#### TRY IT
Each record must appear in the answer exactly as it does in the data.

#### DATA EXTRACTS
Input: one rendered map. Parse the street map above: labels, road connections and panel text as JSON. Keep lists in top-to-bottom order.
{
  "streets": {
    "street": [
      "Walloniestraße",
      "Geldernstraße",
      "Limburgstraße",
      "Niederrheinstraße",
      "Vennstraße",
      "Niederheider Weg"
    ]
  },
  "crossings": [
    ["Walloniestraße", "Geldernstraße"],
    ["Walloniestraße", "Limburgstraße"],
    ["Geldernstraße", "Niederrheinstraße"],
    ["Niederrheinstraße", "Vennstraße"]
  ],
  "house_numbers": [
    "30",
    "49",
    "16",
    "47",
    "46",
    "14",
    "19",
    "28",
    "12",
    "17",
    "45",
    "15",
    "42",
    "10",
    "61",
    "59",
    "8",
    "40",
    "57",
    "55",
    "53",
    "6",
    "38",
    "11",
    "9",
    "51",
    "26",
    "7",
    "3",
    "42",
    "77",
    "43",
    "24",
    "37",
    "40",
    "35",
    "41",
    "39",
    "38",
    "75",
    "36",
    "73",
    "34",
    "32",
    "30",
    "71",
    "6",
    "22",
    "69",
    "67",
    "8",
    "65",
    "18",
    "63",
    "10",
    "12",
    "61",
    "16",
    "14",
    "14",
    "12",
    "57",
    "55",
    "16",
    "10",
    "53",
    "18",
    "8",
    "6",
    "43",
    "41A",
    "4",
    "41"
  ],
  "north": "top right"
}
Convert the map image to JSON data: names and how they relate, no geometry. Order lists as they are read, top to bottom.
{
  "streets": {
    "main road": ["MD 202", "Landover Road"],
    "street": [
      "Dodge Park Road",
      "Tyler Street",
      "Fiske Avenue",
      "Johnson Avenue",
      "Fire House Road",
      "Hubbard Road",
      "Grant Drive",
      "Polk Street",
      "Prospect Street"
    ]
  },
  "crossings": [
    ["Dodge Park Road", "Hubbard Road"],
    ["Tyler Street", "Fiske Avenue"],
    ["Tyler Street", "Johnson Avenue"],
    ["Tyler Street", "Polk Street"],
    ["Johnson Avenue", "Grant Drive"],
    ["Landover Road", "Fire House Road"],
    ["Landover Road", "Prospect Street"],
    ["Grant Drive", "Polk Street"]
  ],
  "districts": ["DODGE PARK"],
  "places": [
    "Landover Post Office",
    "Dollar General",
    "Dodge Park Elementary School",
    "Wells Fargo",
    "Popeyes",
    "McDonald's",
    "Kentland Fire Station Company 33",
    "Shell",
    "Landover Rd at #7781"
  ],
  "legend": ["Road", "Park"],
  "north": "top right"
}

#### RESULT BELOW
Input: one rendered map. Parse the street map above: labels, road connections and panel text as JSON. Keep lists in top-to-bottom order.
{
  "streets": {
    "street": [
      "Walloniestraße",
      "Geldernstraße",
      "Limburgstraße",
      "Niederrheinstraße",
      "Vennstraße",
      "Niederheider Weg"
    ]
  },
  "crossings": [
    ["Walloniestraße", "Geldernstraße"],
    ["Walloniestraße", "Limburgstraße"],
    ["Geldernstraße", "Niederrheinstraße"],
    ["Niederrheinstraße", "Vennstraße"]
  ],
  "house_numbers": [
    "30",
    "49",
    "16",
    "47",
    "46",
    "14",
    "19",
    "28",
    "12",
    "17",
    "45",
    "15",
    "42",
    "10",
    "61",
    "59",
    "8",
    "40",
    "57",
    "55",
    "53",
    "6",
    "38",
    "11",
    "9",
    "51",
    "26",
    "7",
    "3",
    "42",
    "77",
    "43",
    "24",
    "37",
    "40",
    "35",
    "41",
    "39",
    "38",
    "75",
    "36",
    "73",
    "34",
    "32",
    "30",
    "71",
    "6",
    "22",
    "69",
    "67",
    "8",
    "65",
    "18",
    "63",
    "10",
    "12",
    "61",
    "16",
    "14",
    "14",
    "12",
    "57",
    "55",
    "16",
    "10",
    "53",
    "18",
    "8",
    "6",
    "43",
    "41A",
    "4",
    "41"
  ],
  "north": "top right"
}
Convert the map image to JSON data: names and how they relate, no geometry. Order lists as they are read, top to bottom.
{
  "streets": {
    "main road": ["MD 202", "Landover Road"],
    "street": [
      "Dodge Park Road",
      "Tyler Street",
      "Fiske Avenue",
      "Johnson Avenue",
      "Fire House Road",
      "Hubbard Road",
      "Grant Drive",
      "Polk Street",
      "Prospect Street"
    ]
  },
  "crossings": [
    ["Dodge Park Road", "Hubbard Road"],
    ["Tyler Street", "Fiske Avenue"],
    ["Tyler Street", "Johnson Avenue"],
    ["Tyler Street", "Polk Street"],
    ["Johnson Avenue", "Grant Drive"],
    ["Landover Road", "Fire House Road"],
    ["Landover Road", "Prospect Street"],
    ["Grant Drive", "Polk Street"]
  ],
  "districts": ["DODGE PARK"],
  "places": [
    "Landover Post Office",
    "Dollar General",
    "Dodge Park Elementary School",
    "Wells Fargo",
    "Popeyes",
    "McDonald's",
    "Kentland Fire Station Company 33",
    "Shell",
    "Landover Rd at #7781"
  ],
  "legend": ["Road", "Park"],
  "north": "top right"
}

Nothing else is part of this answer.